Kristiina Vuori, MD, PhD

Professor
Pauline and Stanley Foster Distinguished Chair
NCI-Designated Cancer Center

Kristiina Vuori

Why do recurrent cancers often exhibit resistance not only to prior treatments, but also to unrelated therapies? What is behind this “super-resistance” and how can we overcome it?

The “cancer cell autonomous” model posits that when cancer recurs, it is often more resistant to treatment because earlier therapies selectively killed sensitive cells but left  behind rare resistant clones that repopulate the tumor.

It is thought that these surviving cells often have genetic or epigenetic changes that make them less responsive not only to the original treatment, but also to other drugs. Cancer evolves under treatment pressure over time, becoming more genetically diverse, activating alternative survival pathways, including sometimes adopting stem cell-like properties and increasing drug efflux and metabolism.

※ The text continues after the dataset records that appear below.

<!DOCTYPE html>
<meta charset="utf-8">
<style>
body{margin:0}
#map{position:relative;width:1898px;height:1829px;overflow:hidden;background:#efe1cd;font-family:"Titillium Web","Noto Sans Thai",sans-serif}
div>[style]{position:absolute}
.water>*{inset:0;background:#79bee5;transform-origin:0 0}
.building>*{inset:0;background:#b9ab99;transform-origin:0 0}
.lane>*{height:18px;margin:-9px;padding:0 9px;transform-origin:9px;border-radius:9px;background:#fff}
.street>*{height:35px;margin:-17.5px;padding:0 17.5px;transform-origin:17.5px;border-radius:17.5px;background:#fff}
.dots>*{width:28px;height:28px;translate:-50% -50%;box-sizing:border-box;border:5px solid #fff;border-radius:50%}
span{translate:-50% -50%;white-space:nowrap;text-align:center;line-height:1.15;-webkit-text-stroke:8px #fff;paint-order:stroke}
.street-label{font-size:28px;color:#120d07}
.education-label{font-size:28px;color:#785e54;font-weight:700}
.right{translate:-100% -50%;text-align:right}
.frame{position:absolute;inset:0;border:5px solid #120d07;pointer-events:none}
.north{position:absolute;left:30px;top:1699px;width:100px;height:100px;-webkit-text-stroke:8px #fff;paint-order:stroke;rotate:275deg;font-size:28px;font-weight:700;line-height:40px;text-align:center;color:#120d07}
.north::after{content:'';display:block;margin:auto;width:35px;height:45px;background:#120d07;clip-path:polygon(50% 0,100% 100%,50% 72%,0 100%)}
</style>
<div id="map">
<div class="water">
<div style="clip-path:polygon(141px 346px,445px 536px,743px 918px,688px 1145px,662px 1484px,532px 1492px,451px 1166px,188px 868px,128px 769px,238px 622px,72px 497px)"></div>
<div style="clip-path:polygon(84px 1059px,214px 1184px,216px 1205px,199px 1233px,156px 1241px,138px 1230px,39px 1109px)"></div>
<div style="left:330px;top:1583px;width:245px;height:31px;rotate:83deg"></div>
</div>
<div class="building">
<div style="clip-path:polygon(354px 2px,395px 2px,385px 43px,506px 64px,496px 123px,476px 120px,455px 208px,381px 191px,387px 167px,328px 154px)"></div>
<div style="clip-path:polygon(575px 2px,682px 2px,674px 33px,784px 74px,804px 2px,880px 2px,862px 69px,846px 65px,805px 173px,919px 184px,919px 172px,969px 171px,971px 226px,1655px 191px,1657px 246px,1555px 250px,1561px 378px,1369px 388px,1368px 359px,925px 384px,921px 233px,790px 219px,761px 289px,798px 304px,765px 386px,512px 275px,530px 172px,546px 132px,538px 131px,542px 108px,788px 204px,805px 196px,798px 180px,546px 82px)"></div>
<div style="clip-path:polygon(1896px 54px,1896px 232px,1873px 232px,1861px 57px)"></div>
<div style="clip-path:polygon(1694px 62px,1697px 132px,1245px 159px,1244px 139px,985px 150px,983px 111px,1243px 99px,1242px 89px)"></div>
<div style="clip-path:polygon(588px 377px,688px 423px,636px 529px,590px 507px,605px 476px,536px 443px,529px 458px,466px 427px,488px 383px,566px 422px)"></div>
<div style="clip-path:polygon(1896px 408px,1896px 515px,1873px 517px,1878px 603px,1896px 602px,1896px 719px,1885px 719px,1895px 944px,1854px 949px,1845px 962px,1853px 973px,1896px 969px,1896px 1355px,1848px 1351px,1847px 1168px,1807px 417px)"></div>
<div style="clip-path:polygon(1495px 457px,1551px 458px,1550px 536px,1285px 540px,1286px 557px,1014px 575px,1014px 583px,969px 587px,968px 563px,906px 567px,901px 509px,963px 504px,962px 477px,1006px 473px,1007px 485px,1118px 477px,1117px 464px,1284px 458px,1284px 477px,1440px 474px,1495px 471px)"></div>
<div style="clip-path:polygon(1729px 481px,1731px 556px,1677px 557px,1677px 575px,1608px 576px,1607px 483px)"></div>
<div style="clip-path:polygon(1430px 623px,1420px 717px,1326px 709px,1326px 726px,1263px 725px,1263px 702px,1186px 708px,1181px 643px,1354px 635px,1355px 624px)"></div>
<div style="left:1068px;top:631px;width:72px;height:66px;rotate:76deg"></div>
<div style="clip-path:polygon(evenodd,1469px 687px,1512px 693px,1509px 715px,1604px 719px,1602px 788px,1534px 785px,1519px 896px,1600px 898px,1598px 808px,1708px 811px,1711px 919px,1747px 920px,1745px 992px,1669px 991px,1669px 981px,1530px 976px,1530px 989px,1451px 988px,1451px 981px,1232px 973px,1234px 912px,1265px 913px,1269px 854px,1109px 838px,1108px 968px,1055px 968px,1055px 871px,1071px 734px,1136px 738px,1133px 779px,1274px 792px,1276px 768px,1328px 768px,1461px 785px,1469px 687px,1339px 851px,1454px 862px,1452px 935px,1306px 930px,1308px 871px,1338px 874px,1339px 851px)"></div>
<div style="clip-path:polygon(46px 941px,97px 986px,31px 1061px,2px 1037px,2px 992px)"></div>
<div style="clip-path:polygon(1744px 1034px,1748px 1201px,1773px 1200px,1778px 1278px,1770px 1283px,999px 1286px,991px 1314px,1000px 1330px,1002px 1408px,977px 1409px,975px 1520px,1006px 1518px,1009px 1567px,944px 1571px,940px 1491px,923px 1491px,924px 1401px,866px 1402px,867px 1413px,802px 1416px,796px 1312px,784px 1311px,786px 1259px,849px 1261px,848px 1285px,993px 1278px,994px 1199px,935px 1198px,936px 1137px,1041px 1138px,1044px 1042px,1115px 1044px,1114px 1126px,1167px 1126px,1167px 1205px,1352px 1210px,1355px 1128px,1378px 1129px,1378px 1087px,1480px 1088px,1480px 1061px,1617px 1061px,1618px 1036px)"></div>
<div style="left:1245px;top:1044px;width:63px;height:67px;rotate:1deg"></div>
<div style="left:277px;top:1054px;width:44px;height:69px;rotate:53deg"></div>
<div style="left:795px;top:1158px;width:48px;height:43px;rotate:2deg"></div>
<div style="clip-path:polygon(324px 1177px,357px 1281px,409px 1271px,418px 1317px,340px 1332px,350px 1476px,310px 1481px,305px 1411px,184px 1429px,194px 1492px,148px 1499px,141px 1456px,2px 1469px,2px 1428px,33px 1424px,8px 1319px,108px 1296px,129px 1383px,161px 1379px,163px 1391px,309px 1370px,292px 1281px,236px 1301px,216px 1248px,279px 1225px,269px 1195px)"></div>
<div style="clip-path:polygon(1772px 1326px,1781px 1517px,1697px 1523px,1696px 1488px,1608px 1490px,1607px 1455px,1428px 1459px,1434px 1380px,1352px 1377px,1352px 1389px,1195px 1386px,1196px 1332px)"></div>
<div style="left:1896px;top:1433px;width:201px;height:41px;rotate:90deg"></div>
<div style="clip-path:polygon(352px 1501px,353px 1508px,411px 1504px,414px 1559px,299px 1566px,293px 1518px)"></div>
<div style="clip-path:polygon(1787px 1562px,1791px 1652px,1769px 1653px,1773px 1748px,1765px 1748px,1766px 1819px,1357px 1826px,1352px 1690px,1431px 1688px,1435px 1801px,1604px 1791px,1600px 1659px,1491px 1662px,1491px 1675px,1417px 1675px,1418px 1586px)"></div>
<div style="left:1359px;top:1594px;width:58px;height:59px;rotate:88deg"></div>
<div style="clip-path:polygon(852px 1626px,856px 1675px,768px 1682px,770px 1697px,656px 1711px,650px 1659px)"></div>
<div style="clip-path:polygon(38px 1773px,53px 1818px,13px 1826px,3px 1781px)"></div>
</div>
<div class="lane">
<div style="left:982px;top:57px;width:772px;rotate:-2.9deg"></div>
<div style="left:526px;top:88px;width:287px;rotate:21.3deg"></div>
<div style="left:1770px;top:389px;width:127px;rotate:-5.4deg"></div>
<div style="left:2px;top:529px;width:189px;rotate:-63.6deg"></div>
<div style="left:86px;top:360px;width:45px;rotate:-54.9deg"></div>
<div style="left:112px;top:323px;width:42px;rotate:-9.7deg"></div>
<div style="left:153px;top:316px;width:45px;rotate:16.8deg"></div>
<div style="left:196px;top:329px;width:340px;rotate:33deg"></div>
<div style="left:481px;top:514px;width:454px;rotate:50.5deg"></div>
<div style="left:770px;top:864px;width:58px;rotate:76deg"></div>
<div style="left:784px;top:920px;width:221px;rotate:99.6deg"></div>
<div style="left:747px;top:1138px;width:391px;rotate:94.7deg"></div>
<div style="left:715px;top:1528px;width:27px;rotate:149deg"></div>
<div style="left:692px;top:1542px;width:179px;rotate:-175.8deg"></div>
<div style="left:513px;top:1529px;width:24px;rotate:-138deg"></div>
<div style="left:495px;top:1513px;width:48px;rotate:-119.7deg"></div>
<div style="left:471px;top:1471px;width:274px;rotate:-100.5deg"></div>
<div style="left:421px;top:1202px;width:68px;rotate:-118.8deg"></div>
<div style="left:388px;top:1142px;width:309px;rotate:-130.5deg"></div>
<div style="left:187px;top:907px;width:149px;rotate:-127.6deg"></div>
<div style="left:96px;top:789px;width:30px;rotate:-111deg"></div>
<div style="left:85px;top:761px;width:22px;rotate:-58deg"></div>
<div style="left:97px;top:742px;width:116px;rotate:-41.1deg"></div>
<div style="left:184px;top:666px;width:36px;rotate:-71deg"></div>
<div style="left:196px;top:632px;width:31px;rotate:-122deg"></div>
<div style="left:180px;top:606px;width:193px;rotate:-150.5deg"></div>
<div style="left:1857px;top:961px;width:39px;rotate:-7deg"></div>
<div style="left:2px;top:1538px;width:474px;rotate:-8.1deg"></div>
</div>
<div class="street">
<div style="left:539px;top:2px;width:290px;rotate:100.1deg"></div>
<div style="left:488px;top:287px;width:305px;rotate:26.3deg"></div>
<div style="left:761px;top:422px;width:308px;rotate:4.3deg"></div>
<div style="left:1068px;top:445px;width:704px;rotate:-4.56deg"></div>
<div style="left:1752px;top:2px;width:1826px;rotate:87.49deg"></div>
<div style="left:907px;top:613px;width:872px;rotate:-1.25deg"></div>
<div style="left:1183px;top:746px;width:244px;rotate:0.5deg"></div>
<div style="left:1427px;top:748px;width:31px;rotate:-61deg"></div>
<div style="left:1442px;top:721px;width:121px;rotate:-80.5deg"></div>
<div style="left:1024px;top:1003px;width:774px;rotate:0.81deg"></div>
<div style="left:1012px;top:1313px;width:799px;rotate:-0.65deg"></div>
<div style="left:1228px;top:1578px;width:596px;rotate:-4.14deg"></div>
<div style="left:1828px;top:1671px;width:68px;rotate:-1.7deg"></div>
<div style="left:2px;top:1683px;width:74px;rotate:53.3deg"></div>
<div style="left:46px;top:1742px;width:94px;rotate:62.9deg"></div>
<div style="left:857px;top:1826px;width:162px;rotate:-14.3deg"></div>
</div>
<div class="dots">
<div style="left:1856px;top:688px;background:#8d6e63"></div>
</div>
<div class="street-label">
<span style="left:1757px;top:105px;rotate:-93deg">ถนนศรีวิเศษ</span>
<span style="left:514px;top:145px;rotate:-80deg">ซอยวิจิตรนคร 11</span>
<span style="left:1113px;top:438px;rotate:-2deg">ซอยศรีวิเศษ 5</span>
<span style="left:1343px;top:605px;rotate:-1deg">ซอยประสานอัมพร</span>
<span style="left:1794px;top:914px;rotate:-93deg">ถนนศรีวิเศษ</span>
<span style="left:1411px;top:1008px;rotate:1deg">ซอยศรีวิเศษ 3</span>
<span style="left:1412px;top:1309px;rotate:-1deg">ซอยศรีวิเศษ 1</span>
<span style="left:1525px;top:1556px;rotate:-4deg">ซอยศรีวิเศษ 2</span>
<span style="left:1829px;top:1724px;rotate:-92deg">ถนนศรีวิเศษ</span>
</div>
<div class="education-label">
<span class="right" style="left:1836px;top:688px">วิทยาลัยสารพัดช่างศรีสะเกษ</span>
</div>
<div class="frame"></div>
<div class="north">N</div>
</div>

Further improvement in single-cell technologies is needed to fully characterize these rare cells in human tumor samples.

Alternatively or additionally, changes in the tumor microenvironment (immune cells, blood vessels, fibroblasts….) can also contribute to drug resistance, making recurrent cancer harder to treat. The microenvironment can, for example, become immunosuppressive, hypoxic or fibrotic.  These events can protect the cancer from immune attack, from drugs being metabolically active in the tumor or even from drugs physically entering the tumor proper. Better multi-cellular tumor models (tumoroids, organoids) and inter-disciplinary studies are required to understand the role of tumor microenvironment in drug resistance.

Once we understand better the causes for “super-resistance,” we can focus on preventing resistance through combination therapies, targeting resistant subclones and/or modifying the tumor microenvironment.